Les scandales dans les universités du pays se suivent et se ressemblent. Le dernier en date, celui de la faculté d'Alger 3, ne sera pas le dernier. Le fait est que l'université, sinon l'enseignement en général en Algérie est en train de s'effondrer. Il n'y a plus de repères ni de barrières aux infamies, comme ces candidats doctorants «pistonnés» ou ces concours nationaux d'accès au doctorat falsifiés au profit des étudiants d'une faculté «du bled». Non, les scandales qui éclaboussent tout le système de l'enseignement supérieur dans notre pays ont atteint un tel degré de pourrissement que vouloir s'inscrire pour un doctorat est devenu une sorte de quête du «Graal».

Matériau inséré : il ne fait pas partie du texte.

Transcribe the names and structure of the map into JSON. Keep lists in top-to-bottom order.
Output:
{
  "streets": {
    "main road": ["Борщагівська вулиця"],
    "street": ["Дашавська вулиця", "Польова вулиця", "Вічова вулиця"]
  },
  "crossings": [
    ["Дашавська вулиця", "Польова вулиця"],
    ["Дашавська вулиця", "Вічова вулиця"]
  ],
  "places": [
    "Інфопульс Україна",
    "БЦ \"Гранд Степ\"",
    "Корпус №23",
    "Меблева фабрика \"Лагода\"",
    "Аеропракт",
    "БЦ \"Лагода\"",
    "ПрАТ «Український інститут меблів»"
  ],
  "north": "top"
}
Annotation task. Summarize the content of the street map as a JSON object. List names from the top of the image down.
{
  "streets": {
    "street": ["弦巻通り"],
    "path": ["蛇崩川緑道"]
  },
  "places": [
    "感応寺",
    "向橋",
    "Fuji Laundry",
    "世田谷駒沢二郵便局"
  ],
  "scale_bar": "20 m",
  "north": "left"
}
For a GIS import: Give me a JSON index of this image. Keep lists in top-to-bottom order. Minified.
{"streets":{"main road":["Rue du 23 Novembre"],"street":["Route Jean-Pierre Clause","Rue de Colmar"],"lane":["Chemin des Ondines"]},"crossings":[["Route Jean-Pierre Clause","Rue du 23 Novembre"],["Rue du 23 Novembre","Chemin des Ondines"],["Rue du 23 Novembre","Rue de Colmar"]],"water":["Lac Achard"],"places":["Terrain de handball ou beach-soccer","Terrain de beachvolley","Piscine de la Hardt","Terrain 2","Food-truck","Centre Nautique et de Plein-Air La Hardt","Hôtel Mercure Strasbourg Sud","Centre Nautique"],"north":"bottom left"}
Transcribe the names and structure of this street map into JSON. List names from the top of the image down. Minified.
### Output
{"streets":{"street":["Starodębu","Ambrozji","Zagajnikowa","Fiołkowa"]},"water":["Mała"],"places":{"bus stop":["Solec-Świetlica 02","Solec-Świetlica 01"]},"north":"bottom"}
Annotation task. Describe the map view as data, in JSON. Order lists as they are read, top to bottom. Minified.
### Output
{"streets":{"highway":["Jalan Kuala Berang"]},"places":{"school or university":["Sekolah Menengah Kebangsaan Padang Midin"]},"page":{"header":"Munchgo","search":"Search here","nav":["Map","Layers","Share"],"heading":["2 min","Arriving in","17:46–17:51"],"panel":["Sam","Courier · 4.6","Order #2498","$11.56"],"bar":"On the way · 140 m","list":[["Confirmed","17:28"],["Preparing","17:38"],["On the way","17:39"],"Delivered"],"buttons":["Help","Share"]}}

Il ne faut plus se voiler la face, la corruption, le faux et usage de faux, le népotisme gangrènent irrémédiablement tout le système de l'enseignement supérieur. Au point qu'il suffit d'avoir quelqu'un aux «épaules larges» dans la famille pour accéder à l'examen du doctorat et l'obtenir, alors que des étudiants studieux, ambitieux, bosseurs n'arrivent même pas à décrocher ni même à s'y inscrire, faute de places pédagogiques. Que n'a-t-on vu des instituts n'ouvrir les inscriptions pour un doctorat que pour 6 à 8 places pédagogiques au maximum, quand la liste des prétendants dépasse la centaine de dossiers déposés. A partir de ce moment, il n'est plus étonnant de voir des chefs d'établissements universitaires accusés d'avoir favorisé des candidats au détriment d'autres. Autrement, il y a les mêmes professeurs accusateurs qui, à leur tour, favorisent leurs étudiants dans les épreuves d'accès au doctorat au détriment d'étudiants d'autres instituts ou d'universités d'autres régions.

Régionalisme aveugle, bête et idiot ? C'est une réalité, cette nouvelle règle selon laquelle les études supérieures se déroulent désormais dans notre pays, ce qui en soi confirme cette décadence globale et généralisée du niveau des universités algériennes. Et, ce qui chagrine le plus et renforce ce sentiment de dépit, c'est que le ministère de l'Enseignement supérieur n'a jamais esquissé le moindre geste, la moindre intention de donner un coup de pied dans la fourmilière. Les raisons sont-elles connues ? Ce qui est sûr, par contre, c'est que ce même ministère a présenté et obtenu du Conseil de gouvernement que les postulants à un doctorat peuvent l'obtenir sans passer par l'exigence académique de publier des travaux de recherches dans les revues scientifiques internationales. Ce qui, en l'espèce, rabaisse ce prestigieux diplôme à une simple épreuve et non l'aboutissement de travaux scientifiques et de recherches approfondies.

Une forfaiture ou une fatalité académique ? Peut-être les deux en même temps dans la mesure où cette démarche est suicidaire, néfaste pour l'université algérienne et, surtout, scie tous les espoirs des étudiants algériens de pouvoir un jour obtenir un doctorat reconnu dans les autres universités dans le monde. Car au rythme avec lequel l'université algérienne se ratatine, il ne serait plus étonnant que demain des arrêtés ministériels décrètent la fin de l'enseignement supérieur pour tous. Beaucoup iront grossir les rangs des diplômés chômeurs du système «LMD». Car on leur refuse, d'une manière ou d'une autre, d'aller vers un niveau d'études valorisantes, celles qui ouvrent les portes d'un emploi, d'un salaire, d'un avenir.